Collected data:
##############################

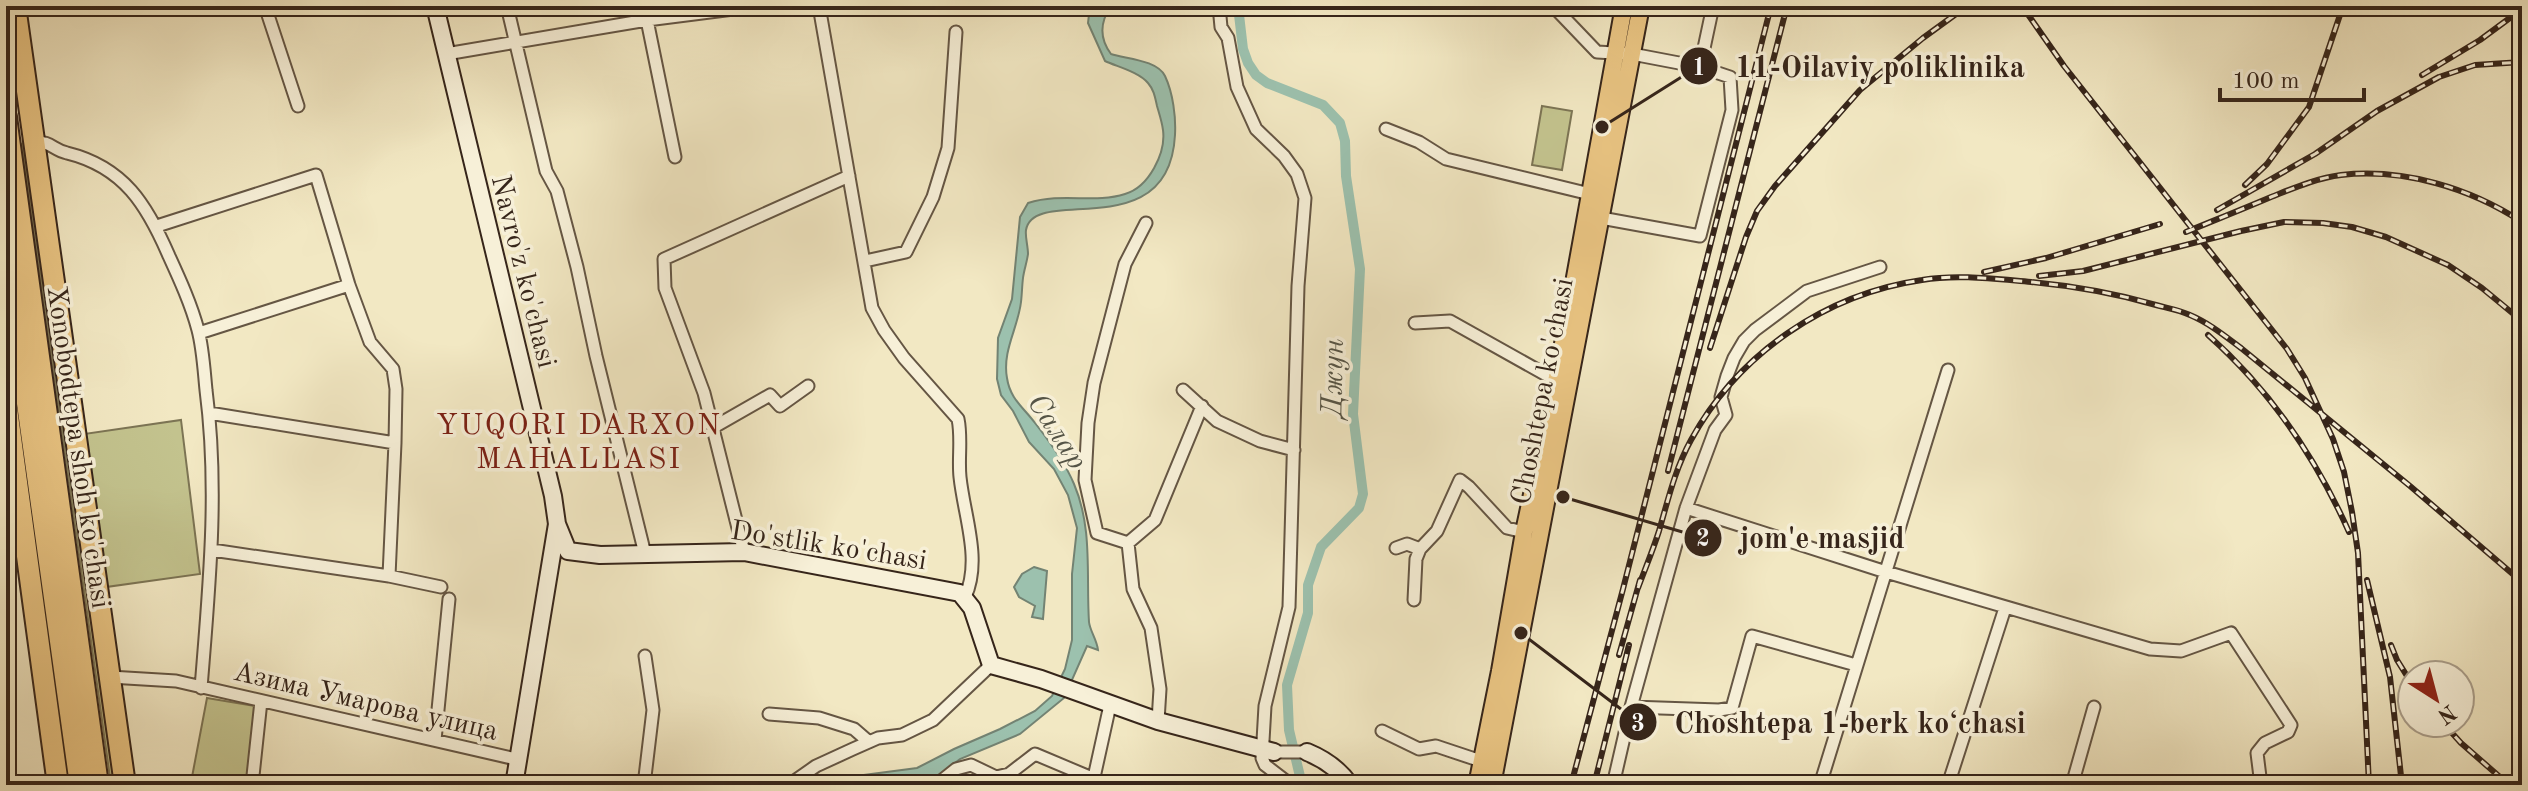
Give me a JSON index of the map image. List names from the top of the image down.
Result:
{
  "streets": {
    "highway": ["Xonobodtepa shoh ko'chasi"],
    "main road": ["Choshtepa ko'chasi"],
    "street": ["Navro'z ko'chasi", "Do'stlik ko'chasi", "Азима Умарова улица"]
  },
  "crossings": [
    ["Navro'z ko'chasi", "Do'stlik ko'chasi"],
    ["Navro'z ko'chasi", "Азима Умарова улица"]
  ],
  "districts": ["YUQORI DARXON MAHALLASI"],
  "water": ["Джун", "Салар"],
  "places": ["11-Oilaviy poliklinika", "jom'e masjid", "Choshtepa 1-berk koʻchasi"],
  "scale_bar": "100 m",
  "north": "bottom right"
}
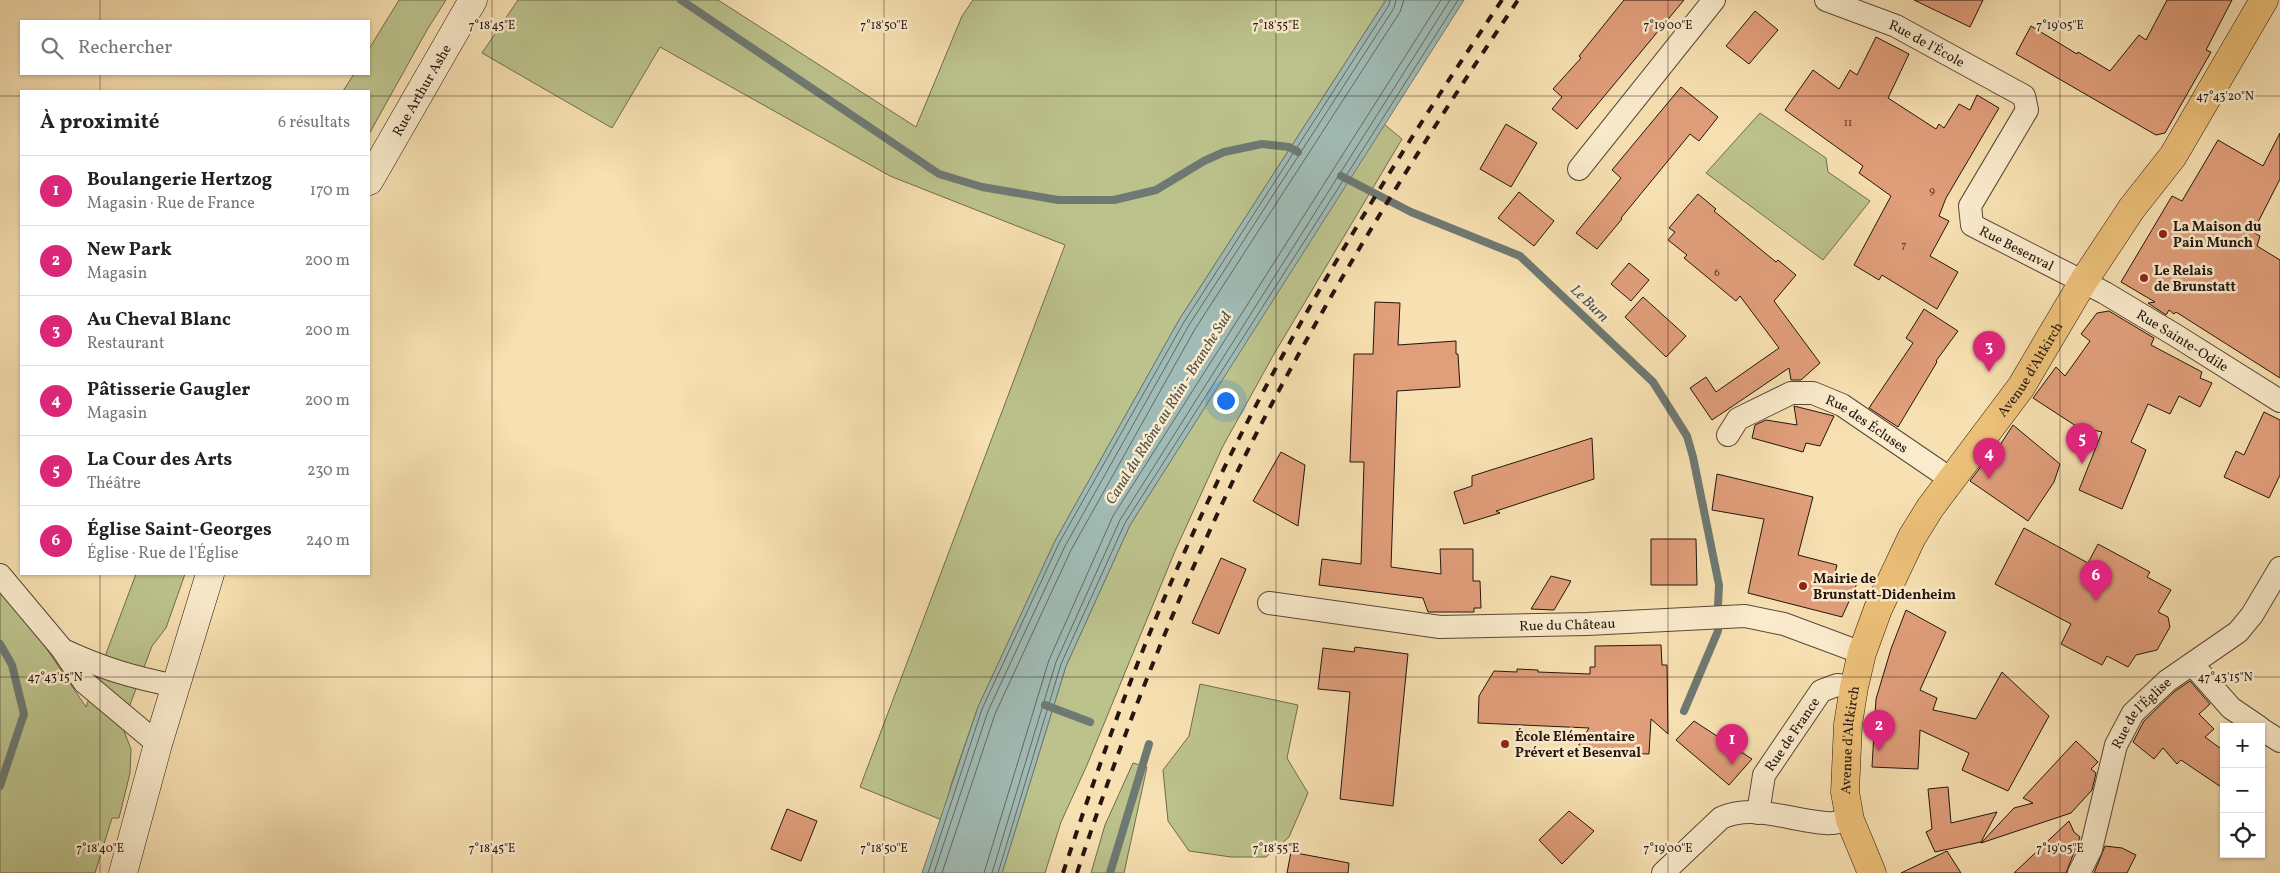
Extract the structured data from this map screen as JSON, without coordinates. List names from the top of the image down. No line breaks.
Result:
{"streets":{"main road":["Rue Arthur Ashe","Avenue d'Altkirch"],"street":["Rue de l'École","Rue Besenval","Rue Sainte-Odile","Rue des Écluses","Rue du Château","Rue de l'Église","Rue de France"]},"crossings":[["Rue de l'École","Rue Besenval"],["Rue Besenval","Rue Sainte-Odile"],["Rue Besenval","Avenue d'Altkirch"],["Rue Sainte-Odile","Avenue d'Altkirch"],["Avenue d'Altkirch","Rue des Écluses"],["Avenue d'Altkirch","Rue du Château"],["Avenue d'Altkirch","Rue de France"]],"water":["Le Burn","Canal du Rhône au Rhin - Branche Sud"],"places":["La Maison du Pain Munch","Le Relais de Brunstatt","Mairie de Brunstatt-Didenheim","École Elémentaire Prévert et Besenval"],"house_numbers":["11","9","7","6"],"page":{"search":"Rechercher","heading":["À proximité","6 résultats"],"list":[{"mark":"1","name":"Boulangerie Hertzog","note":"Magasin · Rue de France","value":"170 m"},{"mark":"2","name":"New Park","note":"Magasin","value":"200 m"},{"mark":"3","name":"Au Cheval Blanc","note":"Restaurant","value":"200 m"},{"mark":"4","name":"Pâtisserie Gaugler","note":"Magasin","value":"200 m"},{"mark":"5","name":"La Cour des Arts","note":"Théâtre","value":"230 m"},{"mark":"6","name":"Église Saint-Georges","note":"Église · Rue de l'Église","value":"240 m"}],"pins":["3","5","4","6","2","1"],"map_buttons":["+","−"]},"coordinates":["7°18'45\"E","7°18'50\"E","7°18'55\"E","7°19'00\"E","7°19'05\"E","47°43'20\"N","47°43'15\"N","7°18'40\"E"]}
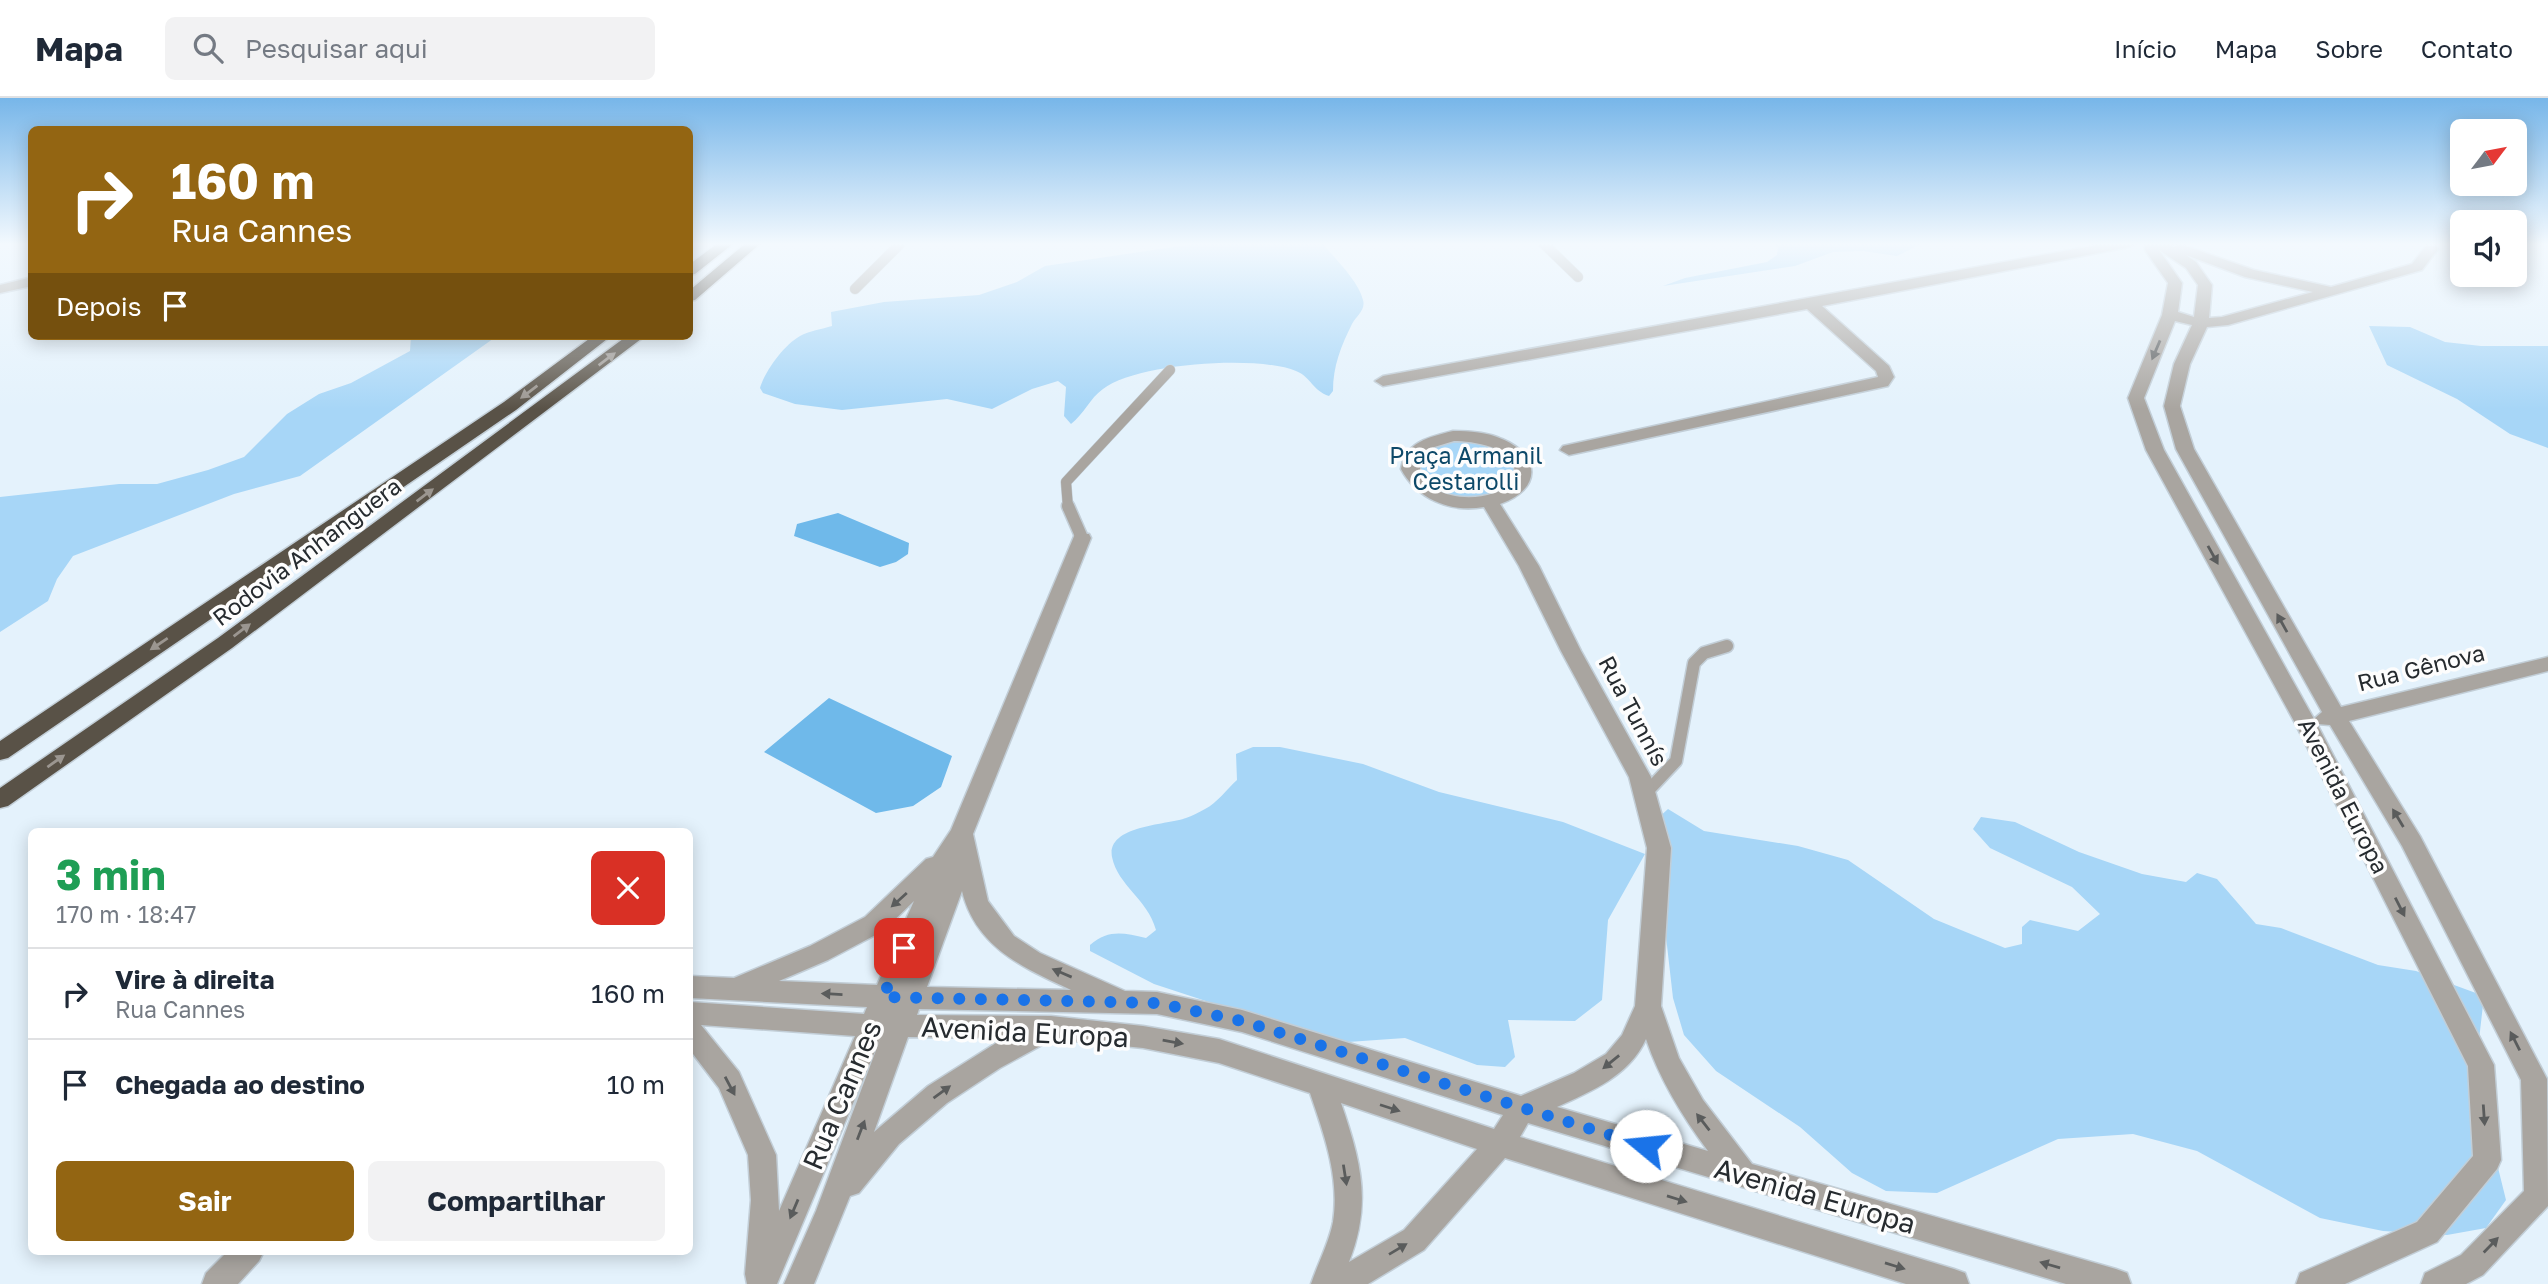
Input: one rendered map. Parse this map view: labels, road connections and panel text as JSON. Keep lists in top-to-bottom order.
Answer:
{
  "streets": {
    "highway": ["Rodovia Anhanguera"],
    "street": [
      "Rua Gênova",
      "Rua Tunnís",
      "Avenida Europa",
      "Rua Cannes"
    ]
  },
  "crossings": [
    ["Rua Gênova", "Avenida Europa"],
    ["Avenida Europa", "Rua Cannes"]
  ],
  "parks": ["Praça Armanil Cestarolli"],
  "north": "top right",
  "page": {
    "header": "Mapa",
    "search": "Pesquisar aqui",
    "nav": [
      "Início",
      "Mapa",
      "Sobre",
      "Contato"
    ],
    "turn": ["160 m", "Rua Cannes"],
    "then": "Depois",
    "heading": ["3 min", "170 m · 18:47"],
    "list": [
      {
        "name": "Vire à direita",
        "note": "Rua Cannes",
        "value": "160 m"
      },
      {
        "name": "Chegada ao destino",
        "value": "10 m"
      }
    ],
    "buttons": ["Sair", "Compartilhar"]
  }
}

##############################

Exercise brief: If a picture appears among the records, leave it out, and otherwise reproduce exactly every line from the first line through the one with "Extract the structured", both included.

Response to the exercise:
Give me a JSON index of the map image. List names from the top of the image down.
Result:
{
  "streets": {
    "highway": ["Xonobodtepa shoh ko'chasi"],
    "main road": ["Choshtepa ko'chasi"],
    "street": ["Navro'z ko'chasi", "Do'stlik ko'chasi", "Азима Умарова улица"]
  },
  "crossings": [
    ["Navro'z ko'chasi", "Do'stlik ko'chasi"],
    ["Navro'z ko'chasi", "Азима Умарова улица"]
  ],
  "districts": ["YUQORI DARXON MAHALLASI"],
  "water": ["Джун", "Салар"],
  "places": ["11-Oilaviy poliklinika", "jom'e masjid", "Choshtepa 1-berk koʻchasi"],
  "scale_bar": "100 m",
  "north": "bottom right"
}
Extract the structured data from this map screen as JSON, without coordinates. List names from the top of the image down. No line breaks.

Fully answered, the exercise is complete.